October 14, 2004
Lies, Damned Lies
Using the Golden Run Ratio
One of the classic managerial dilemmas--perhaps the classic managerial dilemma--is whether to remove a starter who is still throwing pretty well for a middle reliever in the sixth, seventh or eighth inning. This decision is relatively straightforward if the sole concern is winning the game in question. You trot your butt out to the mound, the pitcher grabs his crotch a couple times and spits out his chaw and tells you that his arm still feels real good, and then you sit back down in the dugout ask the pitching coach what's really going on. If the pitching coach tells you that the guy throwing in the bullpen is likely to be more effective than the starter, you make the switch. Otherwise, you leave the dude out there. Certainly, it's possible to make an error of judgment now and then--figuring out just how much fatigue will reduce a pitcher's effectiveness is a guessing game of sorts--but fundamentally, the problem is simple.
Things become much more complicated if you are concerned not only about the outcome of the current game, but also the outcomes of future games. If your ace has given you a 8-0 lead after seven innings with a pitch count of 110 or so, common sense dictates that you pull the guy before the eighth. You sacrifice some very small amount of expectation in the near-term if you replace him with an inferior alternative--maybe you'll win 99.68% of the time instead of 99.72%--but the future benefit of keeping him healthy and well-rested for subsequent outings well outweighs this.

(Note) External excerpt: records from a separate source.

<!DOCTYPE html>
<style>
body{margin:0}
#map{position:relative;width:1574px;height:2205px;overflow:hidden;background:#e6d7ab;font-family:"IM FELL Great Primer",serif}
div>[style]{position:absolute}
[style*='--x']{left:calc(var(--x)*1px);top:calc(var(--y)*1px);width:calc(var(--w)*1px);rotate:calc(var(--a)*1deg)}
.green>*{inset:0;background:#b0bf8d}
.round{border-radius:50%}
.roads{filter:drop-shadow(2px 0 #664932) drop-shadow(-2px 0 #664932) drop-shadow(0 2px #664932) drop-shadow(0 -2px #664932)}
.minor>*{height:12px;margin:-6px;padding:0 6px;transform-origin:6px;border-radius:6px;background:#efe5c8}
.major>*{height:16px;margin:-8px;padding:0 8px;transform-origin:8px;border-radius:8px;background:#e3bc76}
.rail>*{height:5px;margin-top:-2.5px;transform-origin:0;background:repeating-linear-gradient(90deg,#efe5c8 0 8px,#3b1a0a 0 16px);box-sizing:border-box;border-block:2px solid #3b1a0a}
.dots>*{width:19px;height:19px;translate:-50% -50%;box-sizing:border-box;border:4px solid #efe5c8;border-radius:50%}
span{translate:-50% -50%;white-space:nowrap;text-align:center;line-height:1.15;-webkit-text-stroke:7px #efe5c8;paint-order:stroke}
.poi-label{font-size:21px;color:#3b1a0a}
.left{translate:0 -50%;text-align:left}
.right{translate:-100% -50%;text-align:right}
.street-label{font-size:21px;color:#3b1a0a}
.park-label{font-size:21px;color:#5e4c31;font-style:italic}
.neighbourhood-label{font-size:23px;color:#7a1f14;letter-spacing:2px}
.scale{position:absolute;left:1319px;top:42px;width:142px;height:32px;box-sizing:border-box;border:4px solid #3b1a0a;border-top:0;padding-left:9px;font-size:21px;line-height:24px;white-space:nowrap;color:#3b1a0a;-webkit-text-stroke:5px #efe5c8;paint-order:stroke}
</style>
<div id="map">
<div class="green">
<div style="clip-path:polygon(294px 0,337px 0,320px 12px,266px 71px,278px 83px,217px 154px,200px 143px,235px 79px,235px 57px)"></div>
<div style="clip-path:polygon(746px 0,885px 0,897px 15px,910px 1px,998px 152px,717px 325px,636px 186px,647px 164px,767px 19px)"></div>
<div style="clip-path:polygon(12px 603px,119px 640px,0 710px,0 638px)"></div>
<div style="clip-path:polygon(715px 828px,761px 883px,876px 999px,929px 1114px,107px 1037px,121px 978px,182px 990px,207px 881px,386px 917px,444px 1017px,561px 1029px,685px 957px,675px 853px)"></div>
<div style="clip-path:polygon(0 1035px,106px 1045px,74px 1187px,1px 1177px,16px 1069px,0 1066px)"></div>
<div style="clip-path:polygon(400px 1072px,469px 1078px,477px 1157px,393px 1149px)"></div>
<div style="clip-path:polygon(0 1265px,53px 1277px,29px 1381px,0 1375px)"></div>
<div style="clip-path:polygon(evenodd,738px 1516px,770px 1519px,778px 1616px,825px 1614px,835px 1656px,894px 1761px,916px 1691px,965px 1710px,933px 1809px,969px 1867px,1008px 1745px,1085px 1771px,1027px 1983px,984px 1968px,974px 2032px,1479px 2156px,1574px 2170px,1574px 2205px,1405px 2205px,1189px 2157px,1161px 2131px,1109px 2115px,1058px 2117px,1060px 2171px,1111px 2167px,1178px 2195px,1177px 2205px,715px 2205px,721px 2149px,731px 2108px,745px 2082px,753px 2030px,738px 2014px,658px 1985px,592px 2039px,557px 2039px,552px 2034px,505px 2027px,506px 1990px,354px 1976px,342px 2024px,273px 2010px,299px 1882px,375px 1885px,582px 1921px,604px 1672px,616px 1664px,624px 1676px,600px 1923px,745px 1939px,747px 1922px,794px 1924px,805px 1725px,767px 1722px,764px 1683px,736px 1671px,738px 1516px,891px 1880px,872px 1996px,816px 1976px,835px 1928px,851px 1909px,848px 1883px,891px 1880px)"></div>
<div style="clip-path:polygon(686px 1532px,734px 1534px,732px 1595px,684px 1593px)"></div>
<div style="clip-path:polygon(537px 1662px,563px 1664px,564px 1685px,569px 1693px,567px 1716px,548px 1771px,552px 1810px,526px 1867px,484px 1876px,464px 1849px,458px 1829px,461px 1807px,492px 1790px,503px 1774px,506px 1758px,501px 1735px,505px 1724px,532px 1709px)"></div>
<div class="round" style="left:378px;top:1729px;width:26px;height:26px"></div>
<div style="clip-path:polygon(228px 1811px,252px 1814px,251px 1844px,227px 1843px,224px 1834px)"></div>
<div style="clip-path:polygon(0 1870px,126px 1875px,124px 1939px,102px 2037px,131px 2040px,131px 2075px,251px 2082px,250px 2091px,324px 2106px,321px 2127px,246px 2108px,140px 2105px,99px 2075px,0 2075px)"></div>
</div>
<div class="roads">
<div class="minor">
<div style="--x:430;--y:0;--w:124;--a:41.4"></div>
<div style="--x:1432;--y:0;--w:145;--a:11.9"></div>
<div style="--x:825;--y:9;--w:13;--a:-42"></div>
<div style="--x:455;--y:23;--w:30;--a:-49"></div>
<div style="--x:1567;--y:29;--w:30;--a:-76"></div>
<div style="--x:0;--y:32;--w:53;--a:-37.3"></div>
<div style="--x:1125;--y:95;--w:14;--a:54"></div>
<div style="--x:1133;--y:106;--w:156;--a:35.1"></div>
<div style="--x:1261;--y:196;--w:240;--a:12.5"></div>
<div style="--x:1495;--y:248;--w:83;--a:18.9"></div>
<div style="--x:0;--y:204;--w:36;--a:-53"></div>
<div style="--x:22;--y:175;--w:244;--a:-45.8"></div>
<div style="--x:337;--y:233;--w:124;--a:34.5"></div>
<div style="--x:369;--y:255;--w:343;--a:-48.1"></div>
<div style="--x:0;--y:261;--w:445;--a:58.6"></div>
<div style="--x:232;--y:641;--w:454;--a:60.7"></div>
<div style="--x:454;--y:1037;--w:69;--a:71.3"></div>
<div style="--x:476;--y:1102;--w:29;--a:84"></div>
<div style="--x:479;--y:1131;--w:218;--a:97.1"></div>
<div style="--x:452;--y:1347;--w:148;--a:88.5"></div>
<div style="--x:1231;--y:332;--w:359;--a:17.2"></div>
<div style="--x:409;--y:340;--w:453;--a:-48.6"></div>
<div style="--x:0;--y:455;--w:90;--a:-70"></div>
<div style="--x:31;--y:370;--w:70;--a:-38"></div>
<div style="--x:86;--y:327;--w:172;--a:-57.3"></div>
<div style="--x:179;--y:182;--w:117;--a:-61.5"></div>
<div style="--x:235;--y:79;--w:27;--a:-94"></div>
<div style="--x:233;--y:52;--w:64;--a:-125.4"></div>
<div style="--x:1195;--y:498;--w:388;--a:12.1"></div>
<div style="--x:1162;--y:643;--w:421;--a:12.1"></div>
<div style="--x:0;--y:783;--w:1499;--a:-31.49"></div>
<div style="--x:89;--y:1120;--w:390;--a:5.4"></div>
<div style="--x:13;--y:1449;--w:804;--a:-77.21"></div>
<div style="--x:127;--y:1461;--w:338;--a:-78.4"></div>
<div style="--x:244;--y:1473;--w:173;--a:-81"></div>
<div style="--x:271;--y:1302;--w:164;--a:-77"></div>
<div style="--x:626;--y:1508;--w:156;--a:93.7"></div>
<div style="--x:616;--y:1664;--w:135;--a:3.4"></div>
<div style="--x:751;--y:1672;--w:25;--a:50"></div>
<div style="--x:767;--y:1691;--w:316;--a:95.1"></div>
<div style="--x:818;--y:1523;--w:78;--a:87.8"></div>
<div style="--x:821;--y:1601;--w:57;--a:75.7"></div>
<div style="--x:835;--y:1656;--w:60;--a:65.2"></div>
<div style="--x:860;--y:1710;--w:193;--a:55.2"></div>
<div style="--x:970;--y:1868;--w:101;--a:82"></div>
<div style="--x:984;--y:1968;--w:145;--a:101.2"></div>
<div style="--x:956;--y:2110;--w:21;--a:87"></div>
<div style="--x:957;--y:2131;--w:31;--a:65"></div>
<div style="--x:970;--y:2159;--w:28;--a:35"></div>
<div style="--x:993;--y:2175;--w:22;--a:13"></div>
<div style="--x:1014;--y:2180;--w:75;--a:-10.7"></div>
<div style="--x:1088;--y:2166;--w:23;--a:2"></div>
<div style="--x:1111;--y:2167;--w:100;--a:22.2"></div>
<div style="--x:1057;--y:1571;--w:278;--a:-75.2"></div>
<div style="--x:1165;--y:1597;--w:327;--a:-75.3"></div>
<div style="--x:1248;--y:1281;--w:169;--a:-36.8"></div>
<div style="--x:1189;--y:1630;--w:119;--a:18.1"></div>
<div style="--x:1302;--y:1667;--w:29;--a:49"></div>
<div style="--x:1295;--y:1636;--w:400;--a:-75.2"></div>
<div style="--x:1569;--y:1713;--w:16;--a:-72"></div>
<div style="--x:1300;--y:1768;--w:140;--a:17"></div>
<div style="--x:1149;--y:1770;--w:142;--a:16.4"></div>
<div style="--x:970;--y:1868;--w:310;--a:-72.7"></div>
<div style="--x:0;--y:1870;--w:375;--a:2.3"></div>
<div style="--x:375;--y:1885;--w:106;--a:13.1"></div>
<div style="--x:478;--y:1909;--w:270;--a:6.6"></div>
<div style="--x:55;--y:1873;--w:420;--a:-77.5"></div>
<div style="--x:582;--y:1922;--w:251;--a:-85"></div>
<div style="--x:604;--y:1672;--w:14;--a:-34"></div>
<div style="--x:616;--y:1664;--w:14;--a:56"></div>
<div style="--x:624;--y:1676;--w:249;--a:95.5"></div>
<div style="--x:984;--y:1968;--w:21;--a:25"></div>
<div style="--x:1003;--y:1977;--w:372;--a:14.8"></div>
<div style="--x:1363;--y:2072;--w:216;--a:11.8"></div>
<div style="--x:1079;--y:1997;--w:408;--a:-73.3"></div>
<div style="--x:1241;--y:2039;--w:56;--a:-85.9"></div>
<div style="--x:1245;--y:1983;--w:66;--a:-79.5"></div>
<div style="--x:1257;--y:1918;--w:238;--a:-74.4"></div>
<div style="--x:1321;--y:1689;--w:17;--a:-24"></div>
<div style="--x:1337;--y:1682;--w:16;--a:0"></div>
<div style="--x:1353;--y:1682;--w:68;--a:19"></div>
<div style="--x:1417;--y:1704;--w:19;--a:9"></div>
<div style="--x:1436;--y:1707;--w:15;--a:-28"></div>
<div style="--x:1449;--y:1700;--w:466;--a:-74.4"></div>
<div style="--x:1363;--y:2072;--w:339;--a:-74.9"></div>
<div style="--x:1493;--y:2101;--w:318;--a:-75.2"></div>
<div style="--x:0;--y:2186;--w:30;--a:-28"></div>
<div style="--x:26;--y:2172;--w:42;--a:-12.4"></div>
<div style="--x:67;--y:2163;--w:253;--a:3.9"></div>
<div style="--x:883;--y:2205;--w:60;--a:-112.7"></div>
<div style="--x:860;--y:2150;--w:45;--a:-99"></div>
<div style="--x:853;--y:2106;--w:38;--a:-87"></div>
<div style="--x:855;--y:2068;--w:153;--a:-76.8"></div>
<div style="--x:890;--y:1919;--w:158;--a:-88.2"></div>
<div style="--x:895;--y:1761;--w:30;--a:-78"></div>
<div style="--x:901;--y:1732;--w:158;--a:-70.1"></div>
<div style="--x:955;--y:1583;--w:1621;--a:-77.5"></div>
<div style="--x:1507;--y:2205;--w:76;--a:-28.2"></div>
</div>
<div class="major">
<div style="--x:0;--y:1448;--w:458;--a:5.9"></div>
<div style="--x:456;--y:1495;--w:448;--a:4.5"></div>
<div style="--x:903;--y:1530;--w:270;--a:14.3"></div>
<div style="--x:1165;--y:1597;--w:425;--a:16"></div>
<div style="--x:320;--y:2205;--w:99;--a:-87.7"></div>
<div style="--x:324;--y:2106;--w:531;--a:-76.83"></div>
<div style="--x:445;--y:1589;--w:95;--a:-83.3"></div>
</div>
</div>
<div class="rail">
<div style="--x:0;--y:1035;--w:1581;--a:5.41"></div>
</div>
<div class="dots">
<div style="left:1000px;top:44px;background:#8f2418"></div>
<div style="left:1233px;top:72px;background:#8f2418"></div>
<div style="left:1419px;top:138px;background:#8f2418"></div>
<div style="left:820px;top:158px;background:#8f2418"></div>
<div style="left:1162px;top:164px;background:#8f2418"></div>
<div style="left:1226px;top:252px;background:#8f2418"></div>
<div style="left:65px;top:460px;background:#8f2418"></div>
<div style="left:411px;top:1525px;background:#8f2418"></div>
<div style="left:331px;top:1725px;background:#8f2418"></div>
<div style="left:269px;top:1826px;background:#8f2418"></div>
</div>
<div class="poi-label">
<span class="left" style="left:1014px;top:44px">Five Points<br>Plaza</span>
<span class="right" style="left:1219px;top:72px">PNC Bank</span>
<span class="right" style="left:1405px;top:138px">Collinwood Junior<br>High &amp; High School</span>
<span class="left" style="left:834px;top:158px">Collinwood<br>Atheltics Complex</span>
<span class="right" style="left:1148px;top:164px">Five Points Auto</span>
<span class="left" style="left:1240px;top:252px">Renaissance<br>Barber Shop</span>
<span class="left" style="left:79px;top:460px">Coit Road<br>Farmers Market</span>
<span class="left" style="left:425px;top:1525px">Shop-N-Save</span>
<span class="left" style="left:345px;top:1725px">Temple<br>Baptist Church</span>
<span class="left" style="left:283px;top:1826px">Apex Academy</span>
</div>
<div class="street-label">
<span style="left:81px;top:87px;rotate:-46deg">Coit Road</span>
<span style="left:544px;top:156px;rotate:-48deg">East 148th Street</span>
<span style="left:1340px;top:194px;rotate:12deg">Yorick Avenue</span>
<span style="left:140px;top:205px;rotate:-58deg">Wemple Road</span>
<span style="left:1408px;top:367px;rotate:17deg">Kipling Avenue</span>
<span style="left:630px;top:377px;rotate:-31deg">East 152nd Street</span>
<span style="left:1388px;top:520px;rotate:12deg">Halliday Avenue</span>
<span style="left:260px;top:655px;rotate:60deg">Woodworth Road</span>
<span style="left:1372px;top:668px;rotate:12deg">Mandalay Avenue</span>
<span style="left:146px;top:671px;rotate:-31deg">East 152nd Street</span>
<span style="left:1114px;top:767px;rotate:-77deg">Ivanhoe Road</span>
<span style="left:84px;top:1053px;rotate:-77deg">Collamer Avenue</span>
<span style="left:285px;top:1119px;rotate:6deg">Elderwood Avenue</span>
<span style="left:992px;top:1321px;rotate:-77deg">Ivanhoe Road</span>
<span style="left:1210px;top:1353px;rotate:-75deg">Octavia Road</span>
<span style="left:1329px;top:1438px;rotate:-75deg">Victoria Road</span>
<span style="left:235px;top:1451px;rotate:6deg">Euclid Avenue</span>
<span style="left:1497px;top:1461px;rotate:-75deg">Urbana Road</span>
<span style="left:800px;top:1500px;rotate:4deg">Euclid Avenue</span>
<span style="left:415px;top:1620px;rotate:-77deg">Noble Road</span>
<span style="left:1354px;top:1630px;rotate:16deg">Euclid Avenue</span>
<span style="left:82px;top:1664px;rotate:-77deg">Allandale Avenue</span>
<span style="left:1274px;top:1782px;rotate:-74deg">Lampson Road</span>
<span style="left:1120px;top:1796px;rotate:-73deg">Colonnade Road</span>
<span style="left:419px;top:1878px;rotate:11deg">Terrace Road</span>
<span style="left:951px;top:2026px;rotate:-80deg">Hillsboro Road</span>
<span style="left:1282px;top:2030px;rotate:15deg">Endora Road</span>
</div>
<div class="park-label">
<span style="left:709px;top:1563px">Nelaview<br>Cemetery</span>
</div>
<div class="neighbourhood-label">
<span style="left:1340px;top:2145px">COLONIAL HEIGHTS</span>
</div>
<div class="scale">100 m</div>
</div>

It isn't always that easy, though, especially in the post-season when pitchers are frequently asked to throw high-pressure innings against good offenses on short rest. Nor is the impact on future games easy to determine. If Roy Oswalt is going to be marginally less effective in Game 5 because he went an extra inning in Game 2, how much will that impact Houston's probability of winning the ballgame? How much should the impact on Game 5 be discounted since there might not be one at all?
Those questions are vexing to answer, but we can try and quantify the impact that removing a better pitcher for a worse one will have on a game whose outcome is in immediate doubt. Let's take Ron Gardenhire's decision to remove Johan Santana in Game 1 of the ALDS as an example. Santana, in spite of a thin, two-run lead and the appearance of having plenty left in his tank, was pulled in favor of Juan Rincon after seven innings and 93 pitches. Rincon, it is true, had a pretty good season, but was not quite as good as his ERA suggests, and nothing along the lines of a post-All Star Break Santana; the Twins were giving a little something up by making the switch. For purposes of this problem, let us assume the following:
In other words, the Twins' disadvantage stems from displace one inning of 2.00 ERA pitcher with one inning of 3.50 ERA pitcher. How much does this reduce their chances of winning the game?
Our model needs to take into account the following:
It's that latter point that gets a bit complicated. We can figure that if Santana has a 2.00 ERA, and Rincon has a 3.50 ERA, the difference between the two is 1.5 earned runs per game, or 1/6th of a run per inning if we divide that figure by nine. So now we project the final score to be: Twins 2, Yankees 0.16666667.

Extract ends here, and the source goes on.